Mel Winge, Prominant Community Volunteer, Dies at 69
July 14th, 2010
by Erik Weber
PINE BEACH - Sailing races will be somber, barbecues quieter and the spark behind borough hall discussions dimmer as neighbors, officials and yacht club members, here, mark the passing of Melvin "Mel" Winge, an altruistic and proactive member of the community who utilized his fairly recent tenure as a Pine Beach resident to make great waves of civic benefit that will echo for decades to come.
Mr. Winge, who was 69, died Monday following a long illness.
According to his wife, Suzanne, Mr. Winge's was an enduring legacy that almost didn't happen in Pine Beach.
"We found Pine Beach by accident," she said earlier this month in a telephone interview with the Signal. "We were looking for a town in which to retire."
The Winges, who at that time - the early 1990s - were residents of the Borough of River Edge in Bergen County for over 20 years, wanted to find a new town that would cater to their love of sailing.
"We've been sailors all our lives and previously sailed on the Hudson River," she said, "and we knew we wanted to retire down this way because our oldest daughter lives in Manasquan, but sailing isn't so good there."
Mrs. Winge said that they preferred to look at moving on or near the Barnegat Bay, which has better access and optimal sailing conditions, and so began to explore the region.
"We drove into Pine Beach just by accident and fell in love with it," she recalled. "It took us a year, but we found our home and bought it in 1994, and at the same time joined the Pine Beach Yacht Club because they were people who enjoyed boating like we did."
Initially summer residents, the Winges sold their River Edge home in 1997, when Mr. Winge retired from his position as a design engineer with Verizon of Teaneck, and moved into their Pine Beach home year-round.
Mrs. Winge said that upon moving to the borough, word got out to then-Mayor Russell Corby that Mr. Winge had served on the land use board in River Edge.
"When he heard this he approached Mel about joining," she said, noting that Mr. Winge went on to serve for 13 years, stepping down earlier this year due to complications from his respiratory system illness.
Before long, Mr. Winge was involved in many aspects of borough projects, including the plans to convert part of the Admiral Farragut Academy campus, which the borough purchased after the school shuttered in 1994 due to lack of funds, into a public park and recreation area.
It was during this period that the Winges met Christopher Boyle, Pine Beach's current mayor who was then serving as a councilman.
Mayor Boyle, who has lived in the borough for nearly 50 years and is also a member of the Pine Beach Yacht Club, recalled being touched by the "careful search and much research that they chose Pine Beach as the perfect town to which to retire."
"They may have been confirming what many of us have already suspected," he said in an e-mailed message to the Signal, "but after coming to know them better and understanding how careful and fastidious Mel is, I realized what a great honor that they had accorded our town."
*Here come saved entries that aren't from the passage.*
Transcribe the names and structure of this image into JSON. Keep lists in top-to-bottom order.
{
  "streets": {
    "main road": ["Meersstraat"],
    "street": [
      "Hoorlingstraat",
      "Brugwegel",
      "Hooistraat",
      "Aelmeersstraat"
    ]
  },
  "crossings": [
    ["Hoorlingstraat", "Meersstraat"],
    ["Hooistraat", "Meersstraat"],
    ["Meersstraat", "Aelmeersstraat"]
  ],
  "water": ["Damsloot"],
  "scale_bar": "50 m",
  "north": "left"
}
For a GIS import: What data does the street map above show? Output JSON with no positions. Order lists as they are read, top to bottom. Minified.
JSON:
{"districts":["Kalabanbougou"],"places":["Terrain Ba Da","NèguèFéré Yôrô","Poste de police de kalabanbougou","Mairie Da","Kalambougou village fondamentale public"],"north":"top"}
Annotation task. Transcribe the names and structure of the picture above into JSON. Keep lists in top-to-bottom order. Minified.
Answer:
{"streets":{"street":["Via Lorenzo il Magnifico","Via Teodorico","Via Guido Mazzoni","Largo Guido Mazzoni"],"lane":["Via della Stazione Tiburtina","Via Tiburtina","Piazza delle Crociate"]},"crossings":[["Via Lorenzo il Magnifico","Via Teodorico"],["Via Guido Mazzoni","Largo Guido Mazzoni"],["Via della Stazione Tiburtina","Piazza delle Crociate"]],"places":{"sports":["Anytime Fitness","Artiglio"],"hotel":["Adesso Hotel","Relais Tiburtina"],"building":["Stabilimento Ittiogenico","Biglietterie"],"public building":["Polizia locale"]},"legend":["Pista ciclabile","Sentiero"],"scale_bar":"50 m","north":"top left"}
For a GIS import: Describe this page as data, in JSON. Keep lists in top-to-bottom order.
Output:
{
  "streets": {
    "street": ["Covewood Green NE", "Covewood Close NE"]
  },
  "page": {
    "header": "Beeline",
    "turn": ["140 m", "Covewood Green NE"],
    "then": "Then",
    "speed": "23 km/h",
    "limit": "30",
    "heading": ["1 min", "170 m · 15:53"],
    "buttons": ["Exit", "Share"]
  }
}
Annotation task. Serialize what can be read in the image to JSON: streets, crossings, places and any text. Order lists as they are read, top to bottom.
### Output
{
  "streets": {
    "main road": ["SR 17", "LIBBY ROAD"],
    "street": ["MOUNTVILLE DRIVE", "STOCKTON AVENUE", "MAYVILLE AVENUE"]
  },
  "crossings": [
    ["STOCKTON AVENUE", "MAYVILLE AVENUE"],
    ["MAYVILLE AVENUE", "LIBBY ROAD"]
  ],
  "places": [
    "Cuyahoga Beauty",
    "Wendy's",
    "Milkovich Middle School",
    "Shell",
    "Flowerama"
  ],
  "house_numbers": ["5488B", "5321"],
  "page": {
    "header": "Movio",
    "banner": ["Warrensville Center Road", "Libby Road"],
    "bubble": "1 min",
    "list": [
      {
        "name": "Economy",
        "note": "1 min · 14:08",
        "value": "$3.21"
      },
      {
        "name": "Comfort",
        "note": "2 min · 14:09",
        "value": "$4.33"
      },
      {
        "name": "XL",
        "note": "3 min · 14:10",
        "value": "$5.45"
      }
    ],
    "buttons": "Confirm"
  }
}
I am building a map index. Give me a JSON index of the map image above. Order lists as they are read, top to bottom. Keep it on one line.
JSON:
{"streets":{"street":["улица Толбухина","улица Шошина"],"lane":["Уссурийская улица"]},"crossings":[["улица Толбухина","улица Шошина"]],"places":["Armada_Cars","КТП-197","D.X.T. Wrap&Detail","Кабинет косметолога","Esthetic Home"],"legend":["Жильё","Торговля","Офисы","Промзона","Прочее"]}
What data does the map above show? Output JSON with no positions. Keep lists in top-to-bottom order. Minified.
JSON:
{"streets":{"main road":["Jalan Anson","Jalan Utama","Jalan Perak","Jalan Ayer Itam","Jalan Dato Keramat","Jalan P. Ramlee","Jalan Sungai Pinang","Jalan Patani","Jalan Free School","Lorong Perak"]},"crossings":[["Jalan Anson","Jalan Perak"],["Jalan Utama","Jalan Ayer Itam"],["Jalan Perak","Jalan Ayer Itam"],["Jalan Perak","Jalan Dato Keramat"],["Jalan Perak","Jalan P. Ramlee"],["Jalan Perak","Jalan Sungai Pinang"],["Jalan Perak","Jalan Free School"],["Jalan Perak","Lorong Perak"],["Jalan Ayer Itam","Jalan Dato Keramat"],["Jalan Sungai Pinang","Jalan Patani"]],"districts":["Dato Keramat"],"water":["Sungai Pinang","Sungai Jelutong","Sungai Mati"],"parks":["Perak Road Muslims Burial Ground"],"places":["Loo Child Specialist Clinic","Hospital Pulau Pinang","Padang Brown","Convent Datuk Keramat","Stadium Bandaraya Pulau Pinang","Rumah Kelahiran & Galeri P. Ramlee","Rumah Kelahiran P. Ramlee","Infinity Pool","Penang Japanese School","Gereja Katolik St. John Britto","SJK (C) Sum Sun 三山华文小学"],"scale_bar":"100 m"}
Singling out his time on the borough land use board, which Mayor Boyle also served on prior to being elected mayor in 2007, he said that Mr. Winge always put the interest of the borough residents ahead of any other goal.
"I was always impressed by his dedication, his clear-sighted grasp of the issues, and his overarching interest in what was best for Pine Beach," the mayor stated. "It was with great reluctance that I accepted his recent resignation."
He added that Mr. Winge's contributions to plans for Vista Park, which already encompasses the former academy football field today redeveloped as Vista Field and includes a basketball court, soccer fields, a multi-use concession building with bathrooms and playground, continues to be felt in current phases that involve the waterfront and docks of the former campus.
"Mel continued to offer his council on the direction of our town, recently suggesting a different approach for the development of the Vista Park waterfront," Mayor Boyle said. "Valuing, as always, his experience, wealth of knowledge and common sense approach, I readily took his suggestions to heart."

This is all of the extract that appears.